600 F2d 498 United States v. Miller
600 F.2d 498
4 Fed. R. Evid. Serv. 867
UNITED STATES of America, Plaintiff-Appellee,
Roy Grant MILLER, Defendant-Appellant.
United States Court of Appeals,
Aug. 8, 1979.
Nathan G. Graham, Tulsa, Okl., for defendant-appellant.
H. M. Ray, U. S. Atty., Alfred E. Moreton, III, Thomas W. Dawson, Asst. U. S. Atty., Oxford, Miss., for plaintiff-appellee.
Appeal from the United States Court for the Northern District of Mississippi.

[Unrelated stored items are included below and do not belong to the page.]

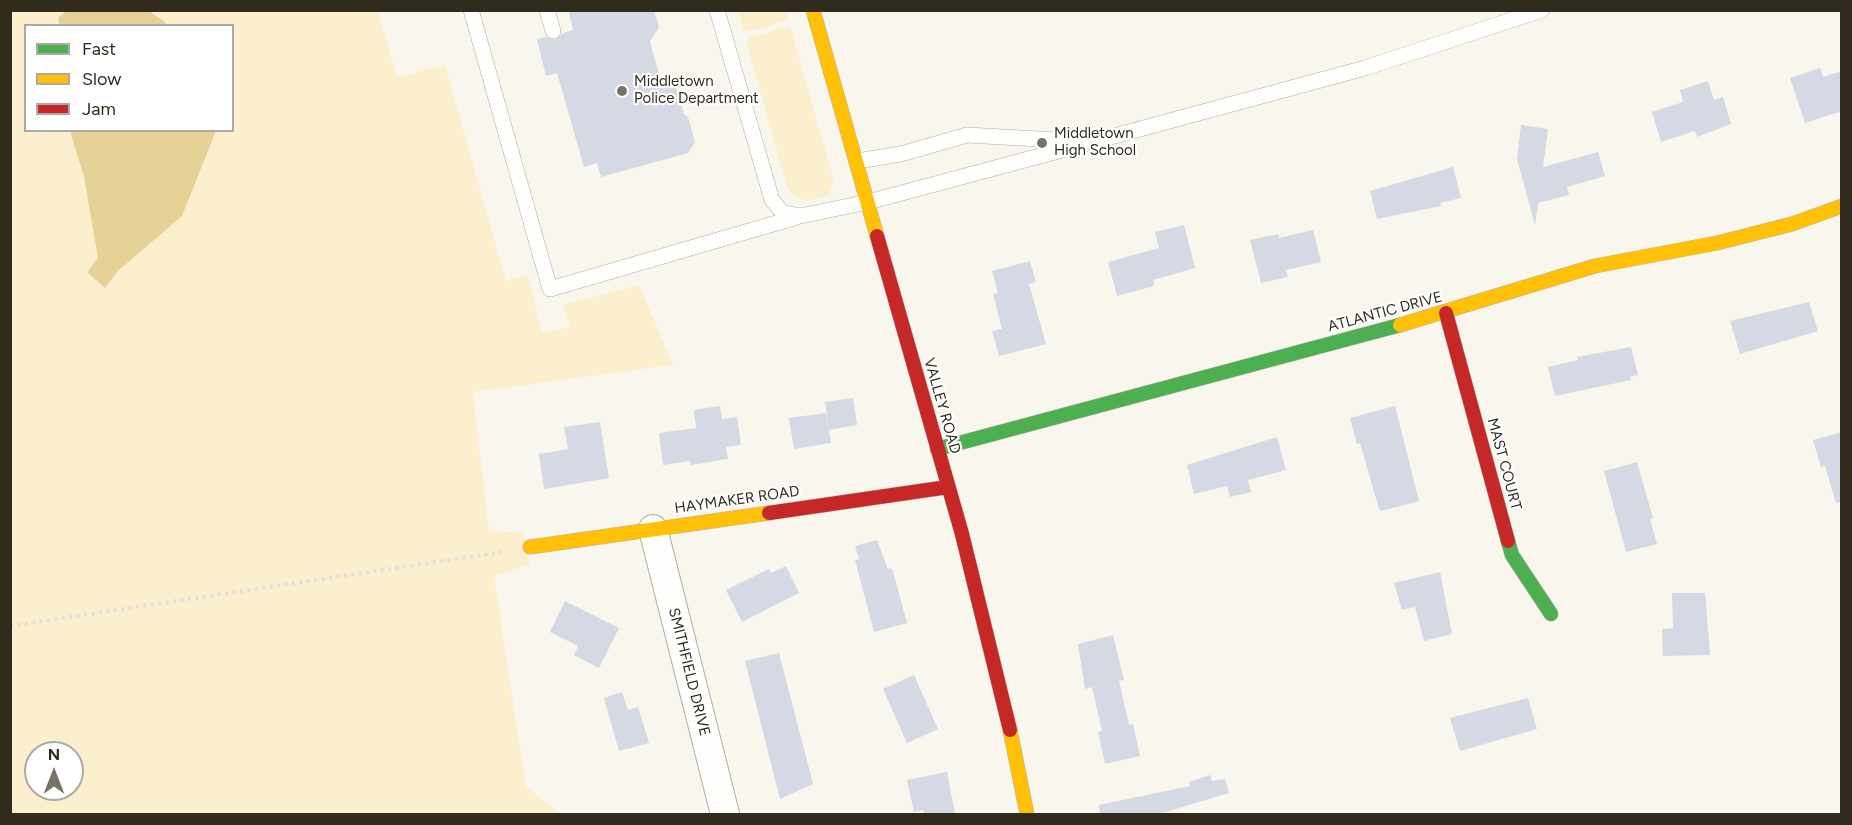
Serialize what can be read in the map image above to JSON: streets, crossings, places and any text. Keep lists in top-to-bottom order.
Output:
{
  "streets": {
    "street": [
      "ATLANTIC DRIVE",
      "VALLEY ROAD",
      "MAST COURT",
      "HAYMAKER ROAD",
      "SMITHFIELD DRIVE"
    ]
  },
  "crossings": [
    ["ATLANTIC DRIVE", "VALLEY ROAD"],
    ["ATLANTIC DRIVE", "MAST COURT"],
    ["VALLEY ROAD", "HAYMAKER ROAD"],
    ["HAYMAKER ROAD", "SMITHFIELD DRIVE"]
  ],
  "places": ["Middletown Police Department", "Middletown High School"],
  "legend": ["Fast", "Slow", "Jam"],
  "north": "top"
}
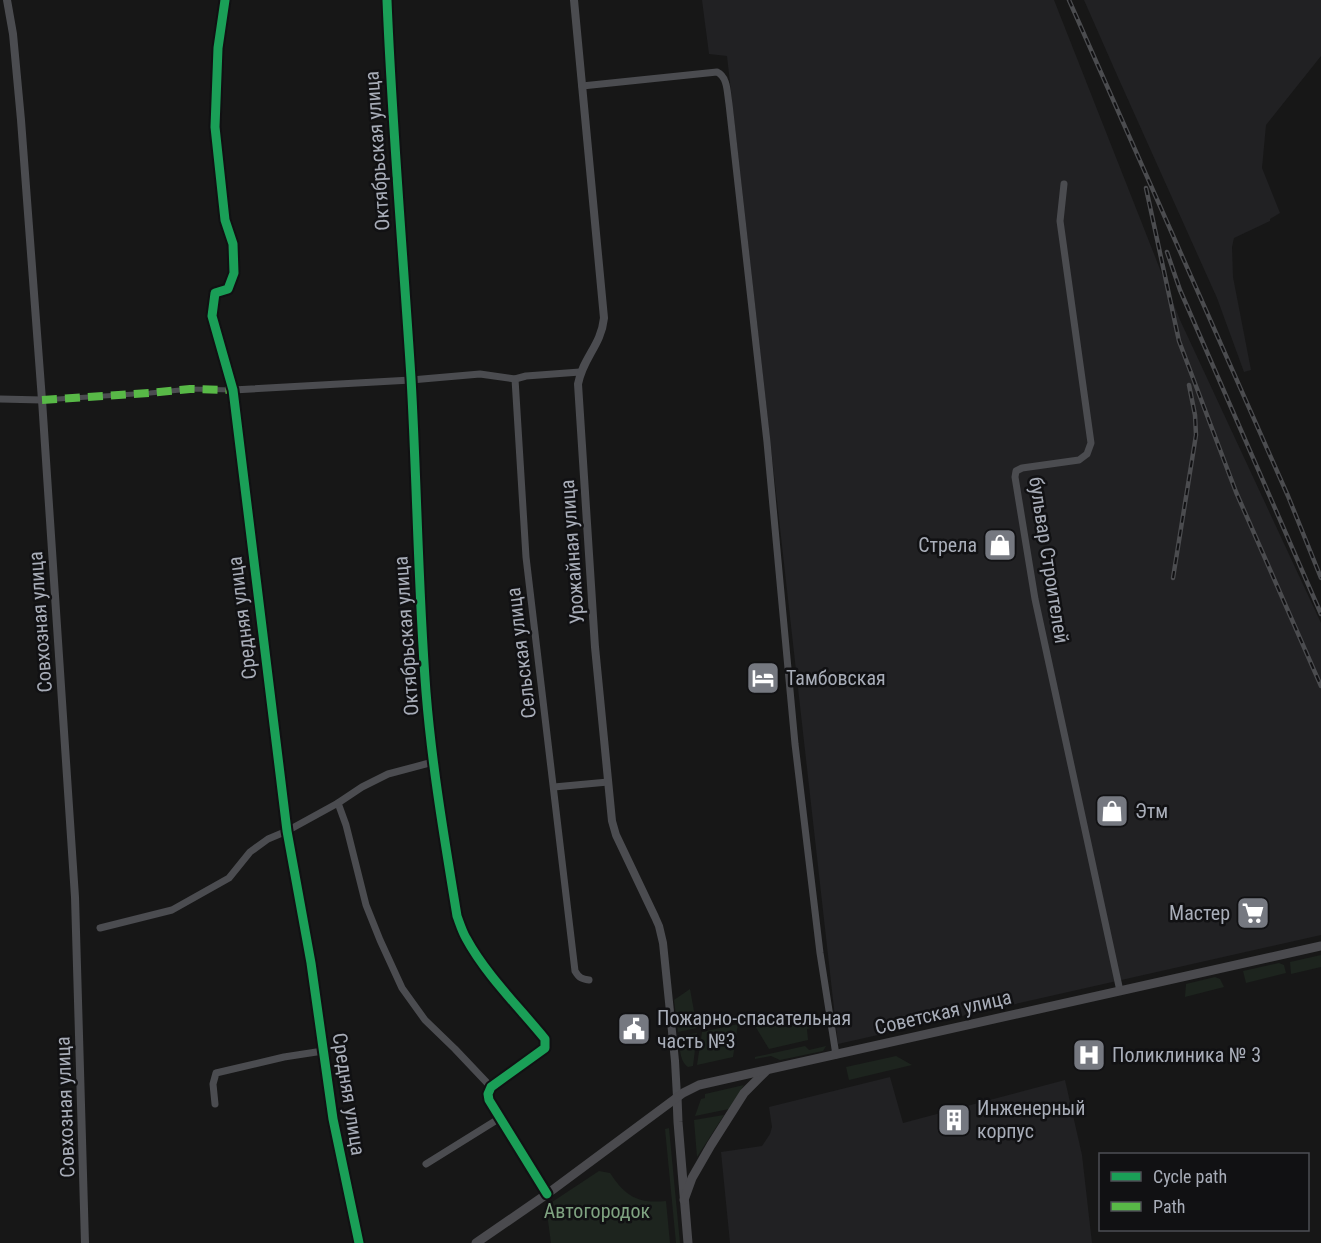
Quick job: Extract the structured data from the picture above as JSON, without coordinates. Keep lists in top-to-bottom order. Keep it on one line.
{"streets":{"main road":["Советская улица"],"street":["Октябрьская улица","Урожайная улица","бульвар Строителей","Средняя улица","Совхозная улица","Сельская улица"]},"crossings":[["Урожайная улица","Советская улица"],["бульвар Строителей","Советская улица"]],"parks":["Автогородок"],"places":{"shop":["Стрела","Этм"],"hotel":["Тамбовская"],"supermarket":["Мастер"],"public building":["Пожарно-спасательная часть №3"],"hospital":["Поликлиника № 3"],"building":["Инженерный корпус"]},"legend":["Cycle path","Path"]}
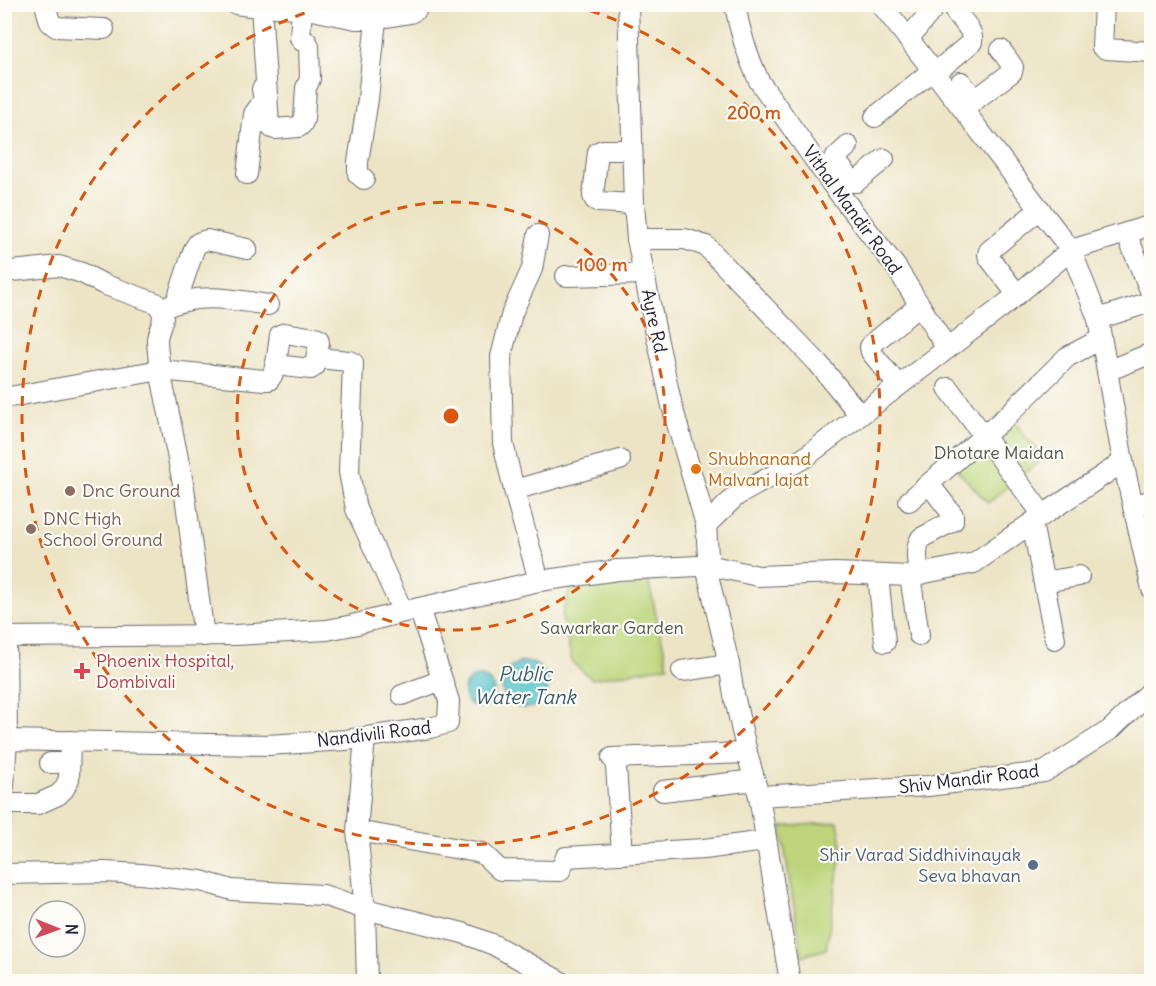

Before BROWN, Chief Judge, COLEMAN and TJOFLAT, Circuit Judges.
TJOFLAT, Circuit Judge:
Roy G. Miller appeals his convictions after a jury trial on four counts of transporting or causing to be transported in interstate commerce securities of a value of more than $5,000 knowing them to have been taken by fraud, in violation of 18 U.S.C. §§ 2, 2314 (1976). In 1972 at New Prue, Oklahoma, Miller formed the Arkansas Valley Environmental and Utility Authority (AVEUA), an industrial authority empowered under Oklahoma law to issue industrial revenue bonds. He also formed three companies for the purpose of developing a project to be financed by AVEUA. AVEUA thereafter issued $1.5 million in bonds to one of the three Miller companies in return for an undertaking by the company to construct a water and sewage system to serve both the city of New Prue and an industrial park that Miller proposed to develop. Miller had the bonds discounted to M. E. Ratliff & Co. in Southhaven, Mississippi, for.$1.2 million in cashier's checks and checks drawn on the account of M. E. Ratliff & Co.1 Miller and his companies spent all of this money within eight months. According to the Government's proof, less than $400,000 was spent on the AVEUA project. Some $480,000 was clearly not used on the project, and another $286,000 was expended for purposes not clearly attributable to AVEUA. Two years after the bonds were issued, they were in default.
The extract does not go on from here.